Automated pipeline for large scale detection of solar arrays in France
Photovoltaic (PV) energy is key to mitigating the current energy crisis. However, distributed PV generation, which amounts to half of the PV energy generation, makes it increasingly difficult for transmission system operators (TSOs) to balance the load and supply and avoid grid congestions. Indeed, in the absence of measurements, estimating the distributed PV generation is tough. In recent years, many remote sensing-based approaches have been proposed to map distributed PV installations. However, to be applicable in industrial settings, one needs to assess the accuracy of the mapping over the whole deployment area. We build on existing work to propose an automated PV registry pipeline. This pipeline automatically generates a dataset recording all distributed PV installations' location, area, installed capacity, and tilt angle. It only requires aerial orthoimagery and topological data, both of which are freely accessible online. In order to assess the accuracy of the registry, we propose an unsupervised method based on the Registre national d'installation (RNI), that centralizes all individual PV systems aggregated at communal level, enabling practitioners to assess the accuracy of the registry and eventually remove outliers. We deploy our model on 9 French départements covering more than 50 000 square kilometers, providing the largest mapping of distributed PV panels with this level of detail to date. We then demonstrate how practitioners can use our unsupervised accuracy assessment method to assess the accuracy of the outputs. In particular, we show how it can easily identify outliers in the detections. Overall, our approach paves the way for a safer integration of deep learning-based pipelines for remote PV mapping. Code is available at https://github.com/gabrielkasmi/dsfrance.READ FULL TEXT VIEW PDF
Automated pipeline for large scale detection of solar arrays in France
In 2021, photovoltaic (PV) generation amounted to 821 TWh worldwide and 14.3 TWh in France. The installed capacity is estimated to be about 633 GWp worldwide [iea2021solar]. In France, the installed capacity amounts to 13.66 GWp [rte2021bilan]. PV energy generation is rapidly growing and is key to fulfilling the goals of the sustainable development scenario (SDS) [haegel2017terawatt]. However, public authorities and industry stakeholders often lack knowledge about the installed PV capacity, especially regarding distributed PV installations [erdener2022review], which, in the context of growing installed capacity, could result in increased congestion, overgeneration, and supplementary reserve request [pierro2022progress].

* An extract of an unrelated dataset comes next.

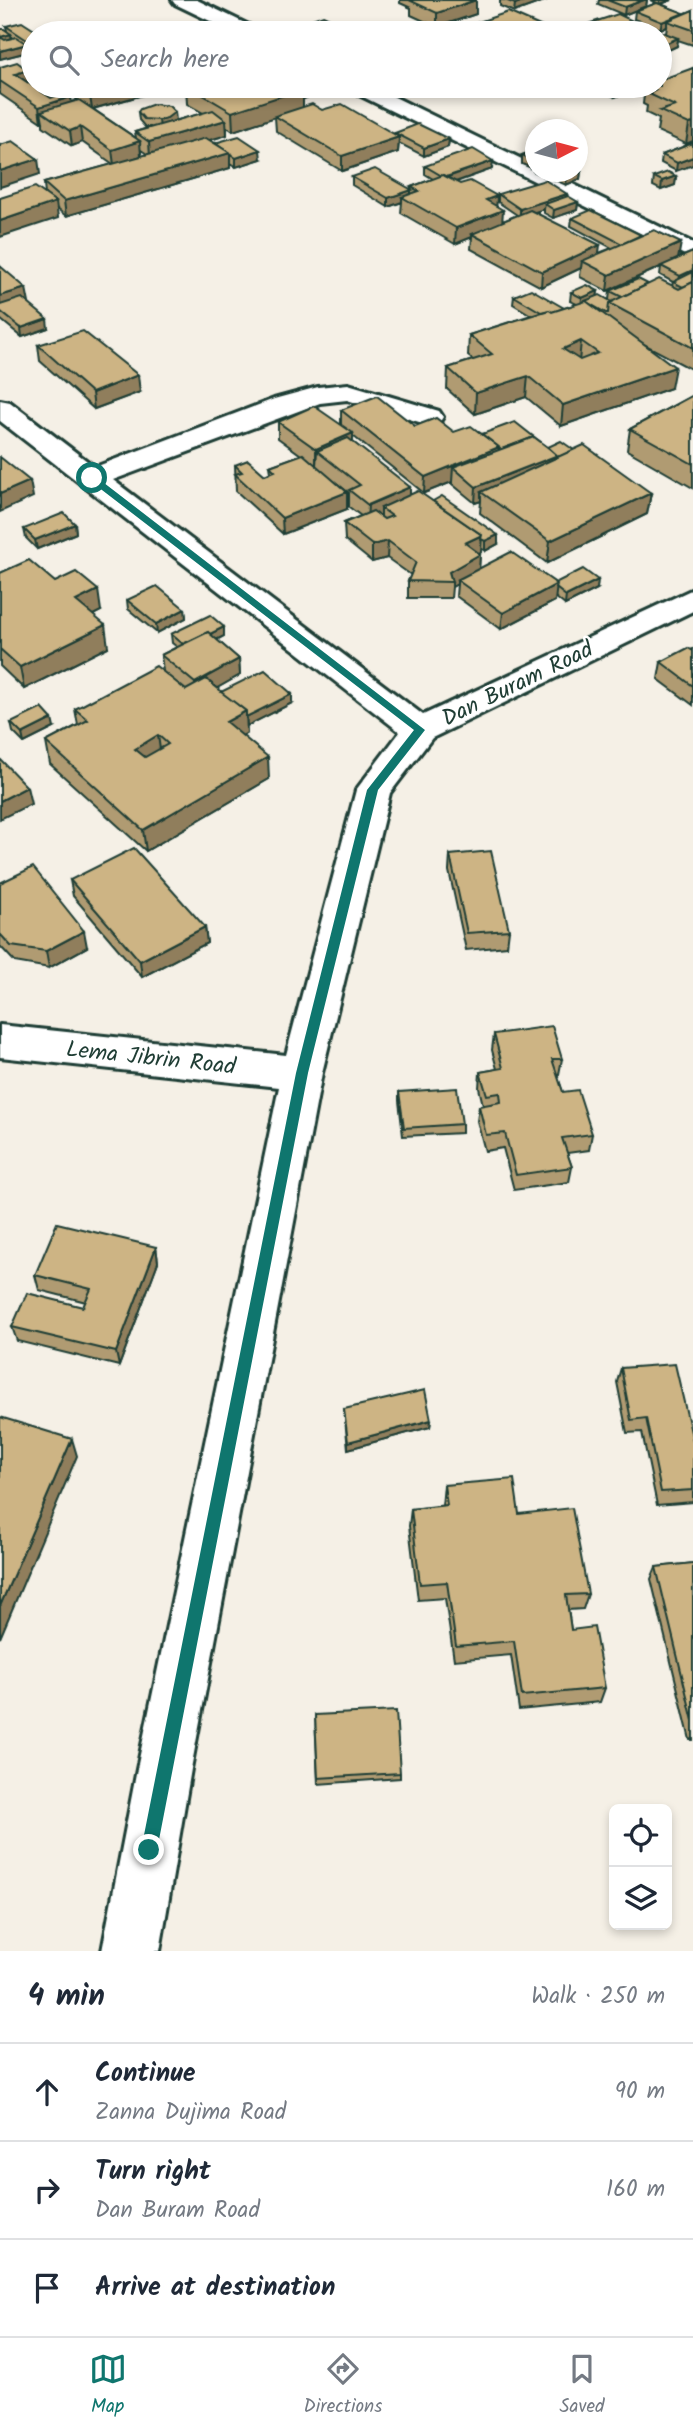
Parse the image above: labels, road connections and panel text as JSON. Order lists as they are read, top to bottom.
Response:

In this context, transmission system operators (TSOs) need information regarding the PV production stemming from distributed or behind-the-meter installations to balance load and supply and avoid congestion on the transmission grid. Indeed, utility-scale PV outputs can be directly measured or estimated with regional PV models. However, the lack of precise knowledge regarding distributed PV installations’ characteristics makes it impossible to fit regional PV models. In order to quickly acquire information regarding the distributed PV fleet, remote sensing methods are appealing. Recent works [yu2018deepsolar, mayer20223d]
have shown that convolutional neural networks (CNNs) can be leveraged to quickly and accurately map solar installation over large areas.
However, it remains hard to assess the accuracy of these mapping pipelines during their large-scale deployment. As pointed out by [de2020monitoring, kausika2021geoai], this lack of accountability limits the ability to use such to produce official statistics regarding PV installations. [kausika2021geoai]
relied on manual verification to monitor the precision and recall of their model over large areas. We propose using open data statistics to automatically perform this monitoring, thus enabling fast deployment and quality control of automated PV mapping models. Our main contribution is to provide an unsupervised, simple, and scalable way of measuring the accuracy of our automated detection pipeline regarding the estimated installed capacity and number of installations. To summarize, our contributions are the following:
We extend state-of-the-art methods to map the characteristics of distributed PV installations over France using a deep learning-based pipeline. We provide the tilt, surface, and installed capacity for each installation. We cover a total area of more than 50 000 square kilometers, currently the largest registry with this level of detail.
Using open-source data, we design an unsupervised method that can assess the accuracy of the registry over the whole deployment area.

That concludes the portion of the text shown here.